*EXERCISE DIRECTIONS*:
Reproduce the complete set of records exactly. No picture is to appear in the copy.
(DATASET RECORDS Opens)
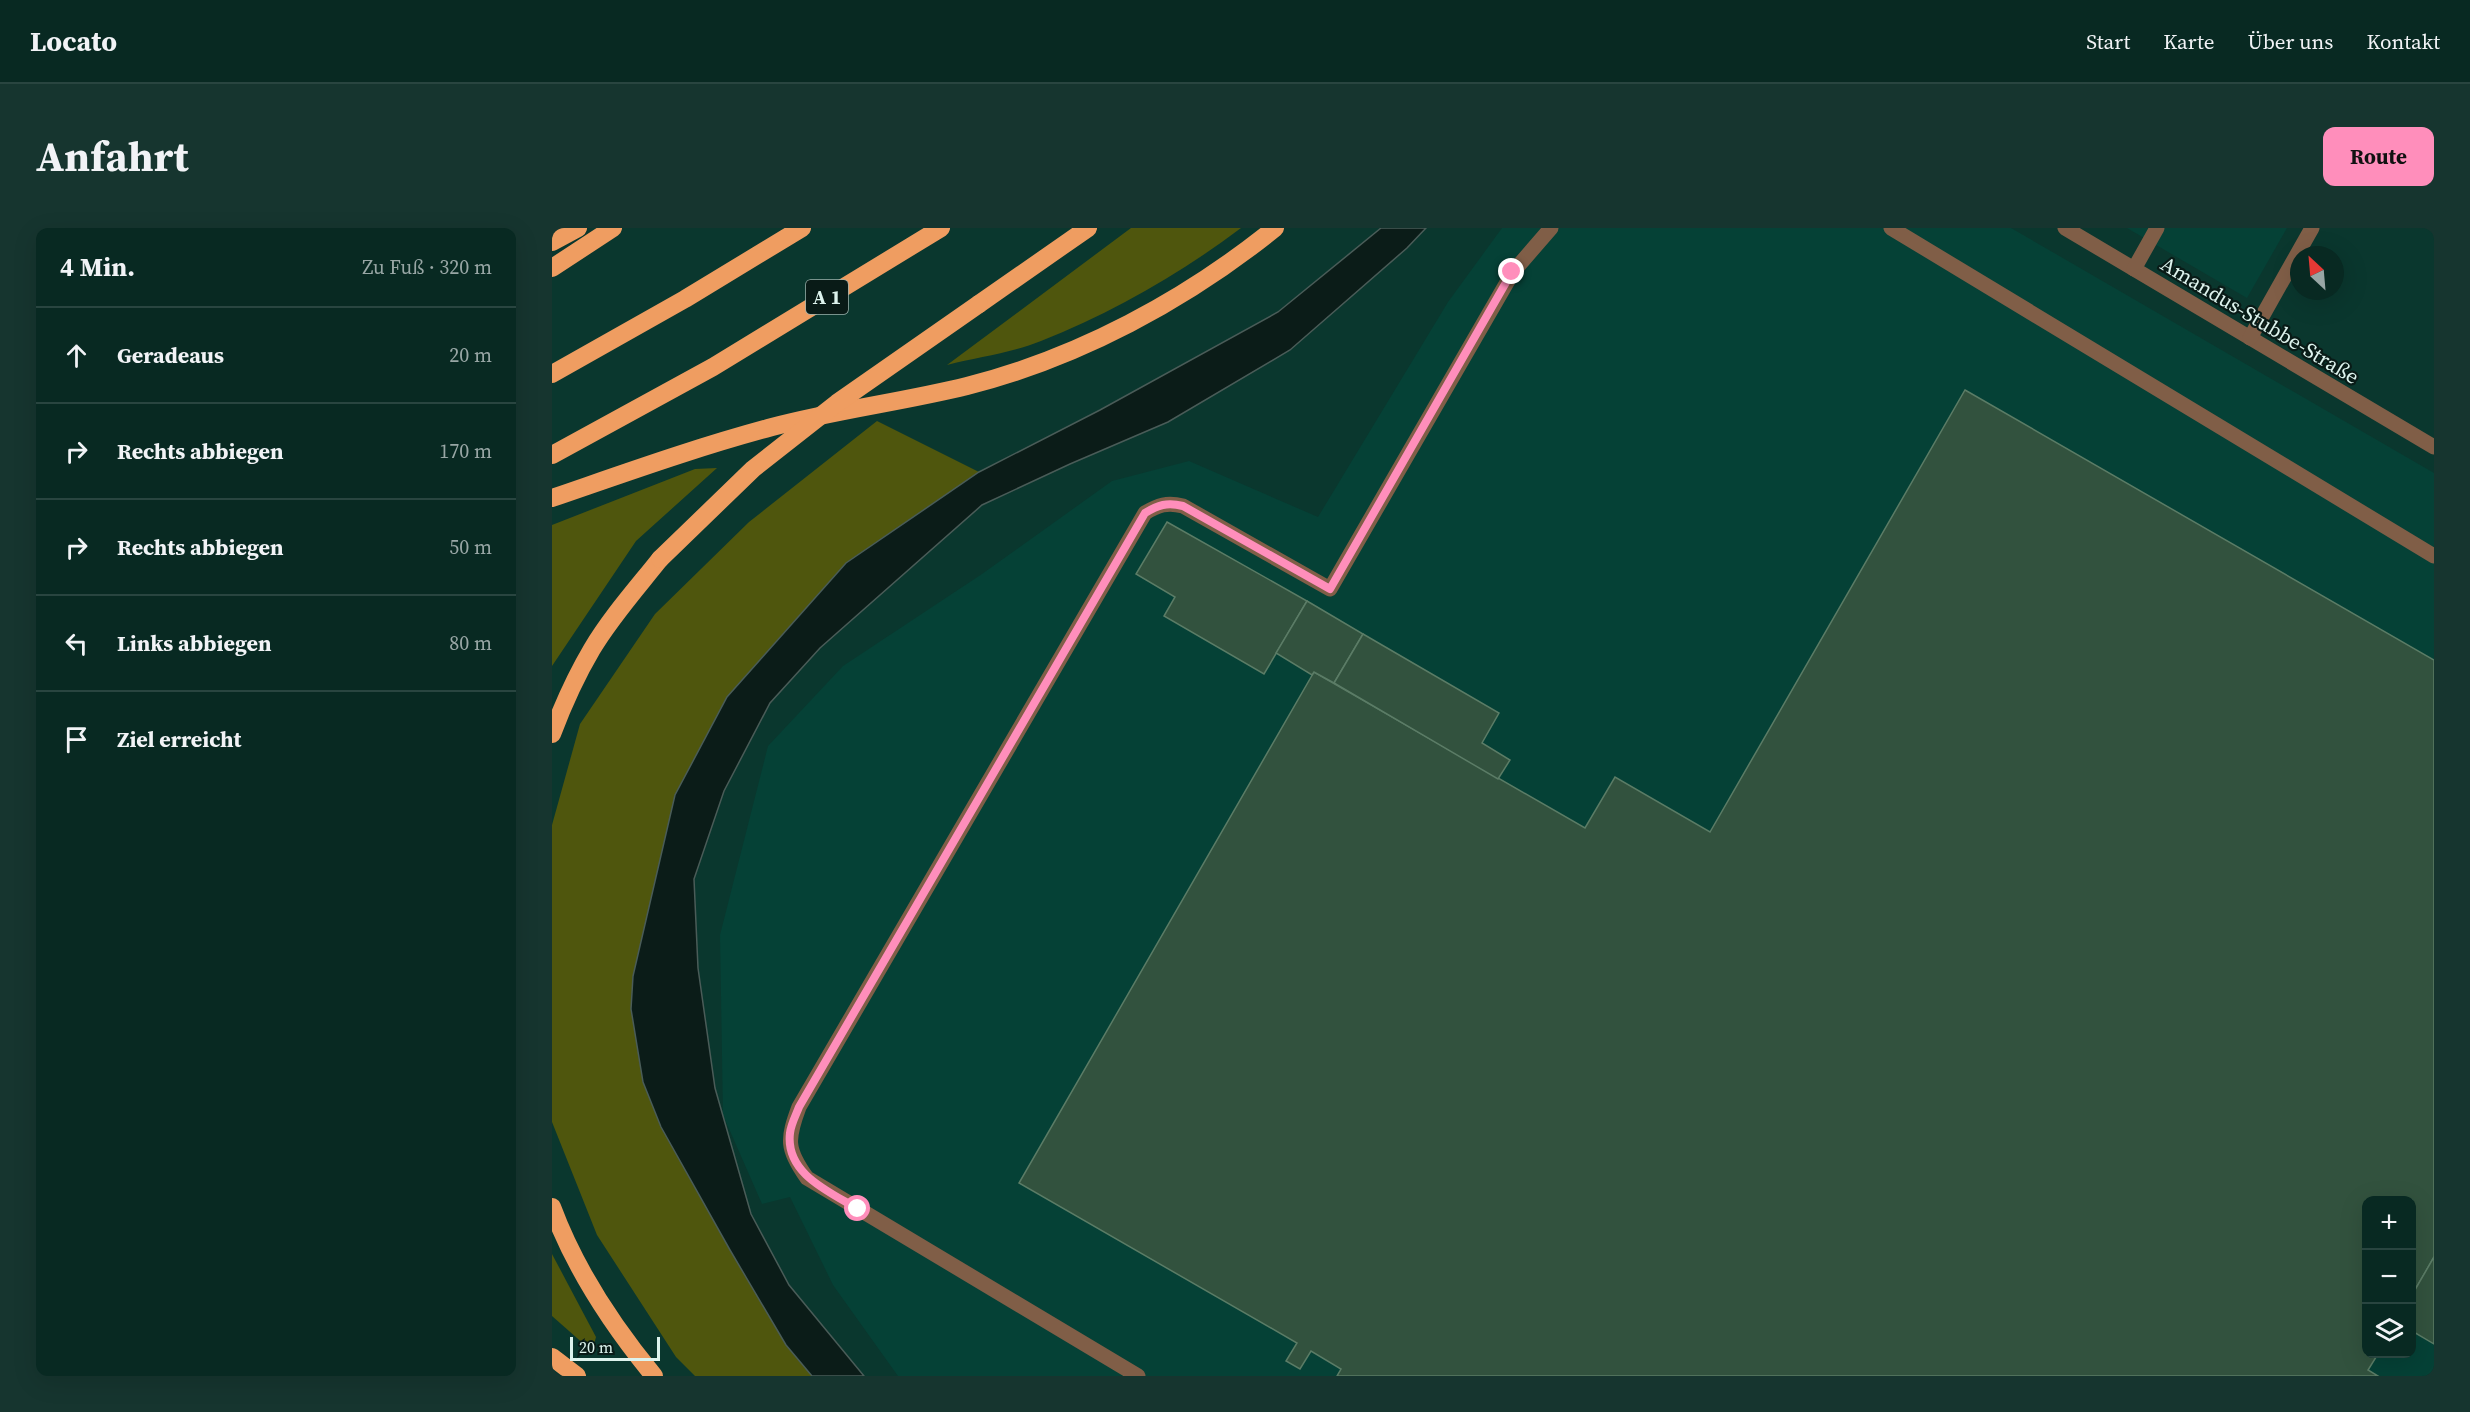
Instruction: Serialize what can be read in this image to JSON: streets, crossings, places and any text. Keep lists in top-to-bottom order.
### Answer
{
  "streets": {
    "highway": ["A 1"],
    "street": ["Amandus-Stubbe-Straße"]
  },
  "scale_bar": "20 m",
  "north": "top left",
  "page": {
    "header": "Locato",
    "nav": [
      "Start",
      "Karte",
      "Über uns",
      "Kontakt"
    ],
    "title": "Anfahrt",
    "buttons": "Route",
    "heading": ["4 Min.", "Zu Fuß · 320 m"],
    "list": [
      ["Geradeaus", "20 m"],
      ["Rechts abbiegen", "170 m"],
      ["Rechts abbiegen", "50 m"],
      ["Links abbiegen", "80 m"],
      "Ziel erreicht"
    ],
    "map_buttons": ["+", "−"],
    "scale": "20 m"
  }
}
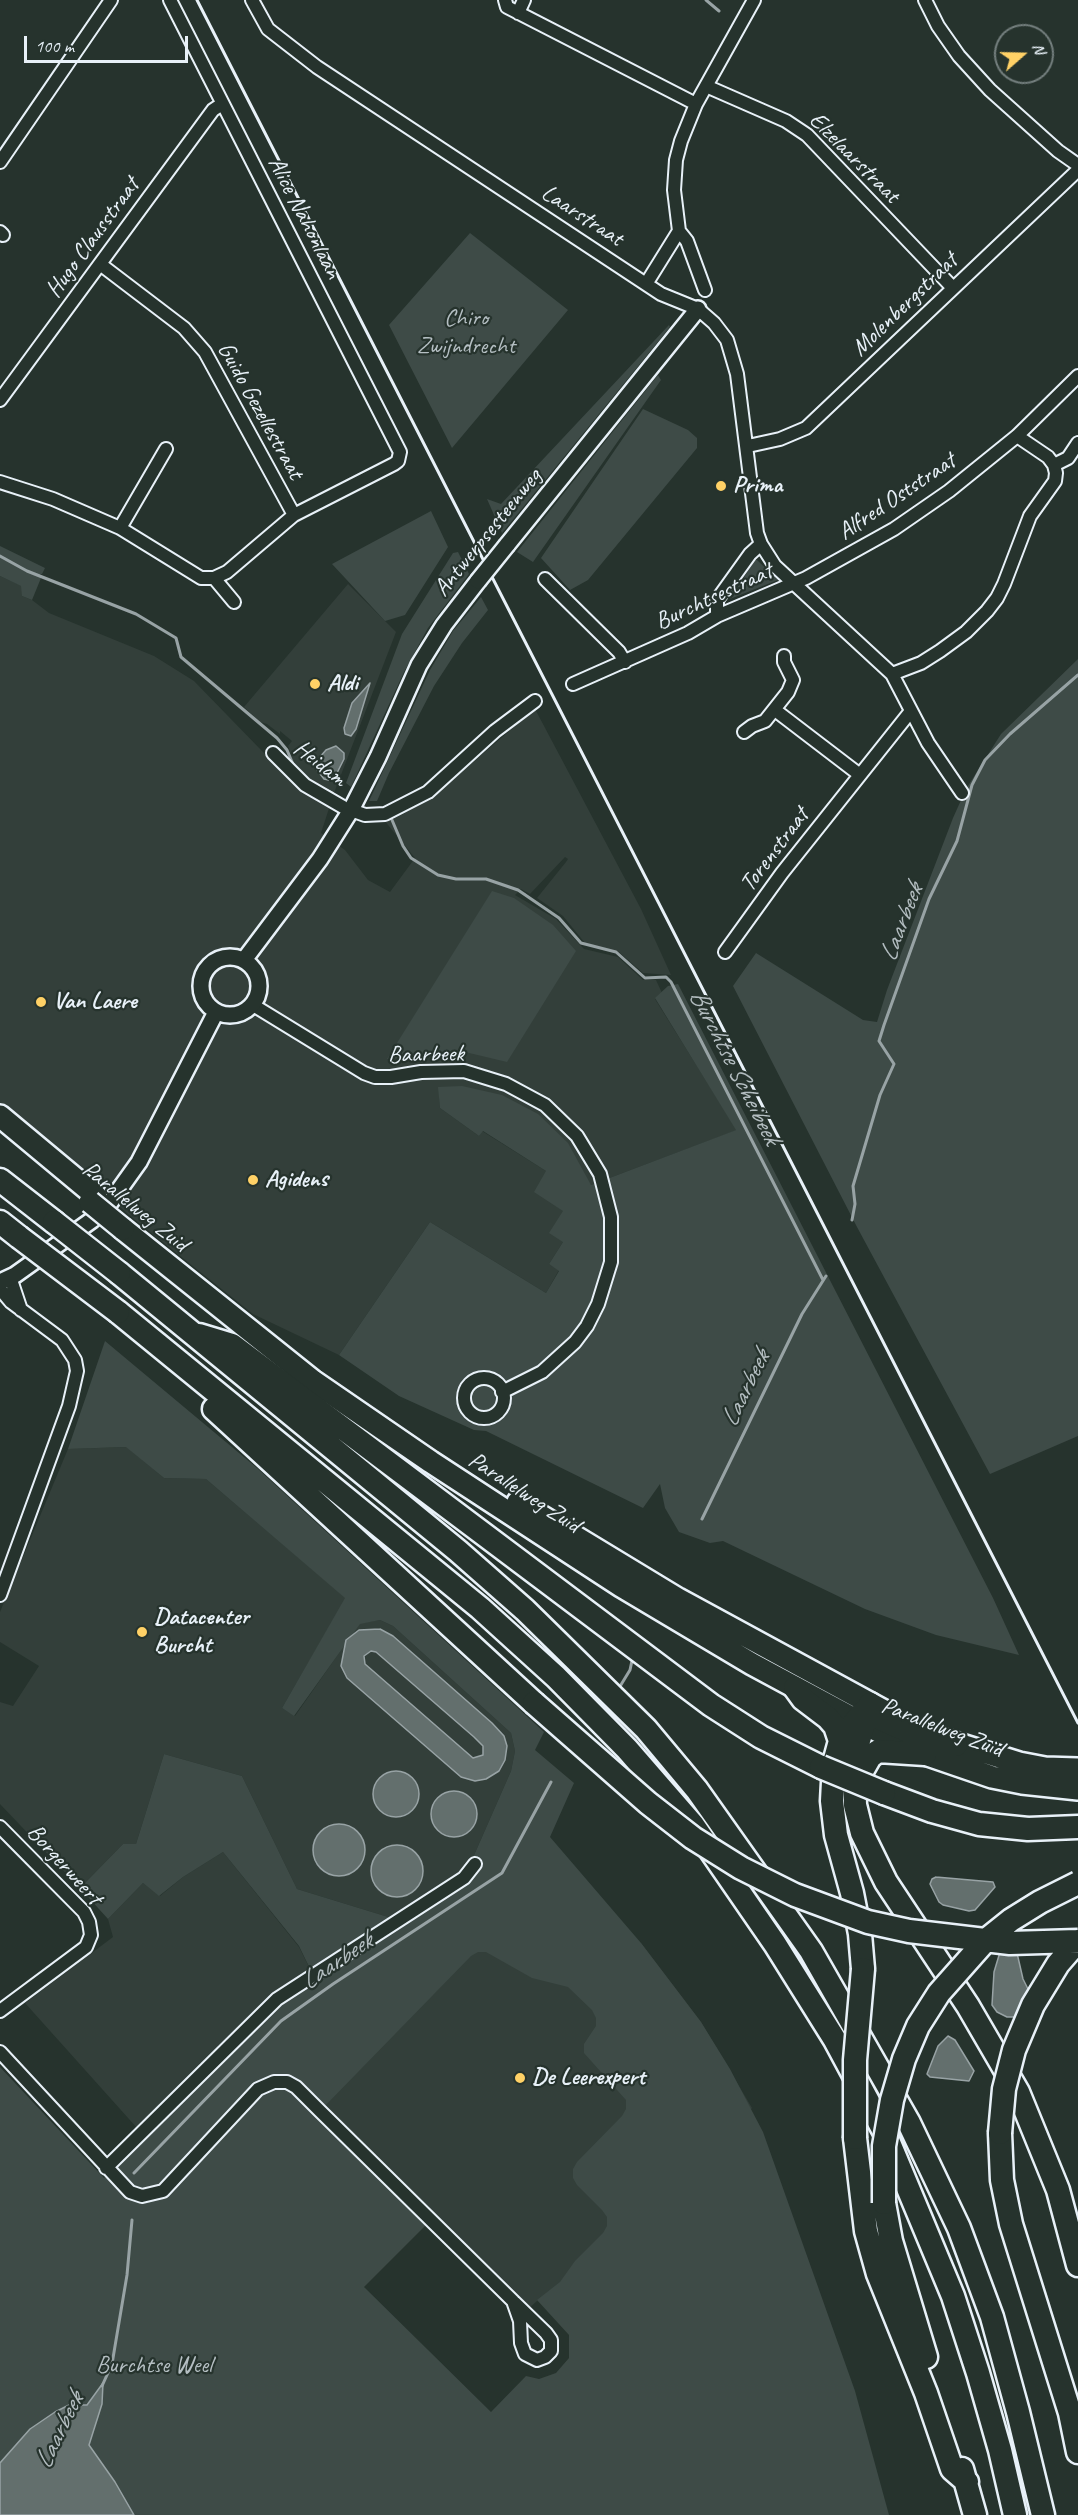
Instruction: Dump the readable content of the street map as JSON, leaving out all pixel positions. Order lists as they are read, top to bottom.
{
  "streets": {
    "highway": ["Parallelweg Zuid"],
    "street": [
      "Elzelaarstraat",
      "Laarstraat",
      "Alice Nahonlaan",
      "Hugo Clausstraat",
      "Molenbergstraat",
      "Guido Gezellestraat",
      "Alfred Oststraat",
      "Antwerpsesteenweg",
      "Burchtsestraat",
      "Heidam",
      "Torenstraat",
      "Baarbeek",
      "Borgerweert"
    ]
  },
  "crossings": [
    ["Elzelaarstraat", "Molenbergstraat"],
    ["Laarstraat", "Molenbergstraat"],
    ["Laarstraat", "Alfred Oststraat"],
    ["Laarstraat", "Antwerpsesteenweg"],
    ["Laarstraat", "Burchtsestraat"],
    ["Alice Nahonlaan", "Hugo Clausstraat"],
    ["Alice Nahonlaan", "Guido Gezellestraat"],
    ["Hugo Clausstraat", "Guido Gezellestraat"],
    ["Alfred Oststraat", "Burchtsestraat"],
    ["Antwerpsesteenweg", "Heidam"],
    ["Antwerpsesteenweg", "Baarbeek"],
    ["Burchtsestraat", "Torenstraat"]
  ],
  "water": ["Laarbeek", "Burchtse Scheibeek"],
  "parks": ["Chiro Zwijndrecht", "Burchtse Weel"],
  "places": [
    "Prima",
    "Aldi",
    "Van Laere",
    "Agidens",
    "Datacenter Burcht",
    "De Leerexpert"
  ],
  "scale_bar": "100 m",
  "north": "right"
}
(DATASET RECORDS Closes)
*RESPONSE TO THIS TASK*:
Instruction: Serialize what can be read in this image to JSON: streets, crossings, places and any text. Keep lists in top-to-bottom order.
### Answer
{
  "streets": {
    "highway": ["A 1"],
    "street": ["Amandus-Stubbe-Straße"]
  },
  "scale_bar": "20 m",
  "north": "top left",
  "page": {
    "header": "Locato",
    "nav": [
      "Start",
      "Karte",
      "Über uns",
      "Kontakt"
    ],
    "title": "Anfahrt",
    "buttons": "Route",
    "heading": ["4 Min.", "Zu Fuß · 320 m"],
    "list": [
      ["Geradeaus", "20 m"],
      ["Rechts abbiegen", "170 m"],
      ["Rechts abbiegen", "50 m"],
      ["Links abbiegen", "80 m"],
      "Ziel erreicht"
    ],
    "map_buttons": ["+", "−"],
    "scale": "20 m"
  }
}
Instruction: Dump the readable content of the street map as JSON, leaving out all pixel positions. Order lists as they are read, top to bottom.
{
  "streets": {
    "highway": ["Parallelweg Zuid"],
    "street": [
      "Elzelaarstraat",
      "Laarstraat",
      "Alice Nahonlaan",
      "Hugo Clausstraat",
      "Molenbergstraat",
      "Guido Gezellestraat",
      "Alfred Oststraat",
      "Antwerpsesteenweg",
      "Burchtsestraat",
      "Heidam",
      "Torenstraat",
      "Baarbeek",
      "Borgerweert"
    ]
  },
  "crossings": [
    ["Elzelaarstraat", "Molenbergstraat"],
    ["Laarstraat", "Molenbergstraat"],
    ["Laarstraat", "Alfred Oststraat"],
    ["Laarstraat", "Antwerpsesteenweg"],
    ["Laarstraat", "Burchtsestraat"],
    ["Alice Nahonlaan", "Hugo Clausstraat"],
    ["Alice Nahonlaan", "Guido Gezellestraat"],
    ["Hugo Clausstraat", "Guido Gezellestraat"],
    ["Alfred Oststraat", "Burchtsestraat"],
    ["Antwerpsesteenweg", "Heidam"],
    ["Antwerpsesteenweg", "Baarbeek"],
    ["Burchtsestraat", "Torenstraat"]
  ],
  "water": ["Laarbeek", "Burchtse Scheibeek"],
  "parks": ["Chiro Zwijndrecht", "Burchtse Weel"],
  "places": [
    "Prima",
    "Aldi",
    "Van Laere",
    "Agidens",
    "Datacenter Burcht",
    "De Leerexpert"
  ],
  "scale_bar": "100 m",
  "north": "right"
}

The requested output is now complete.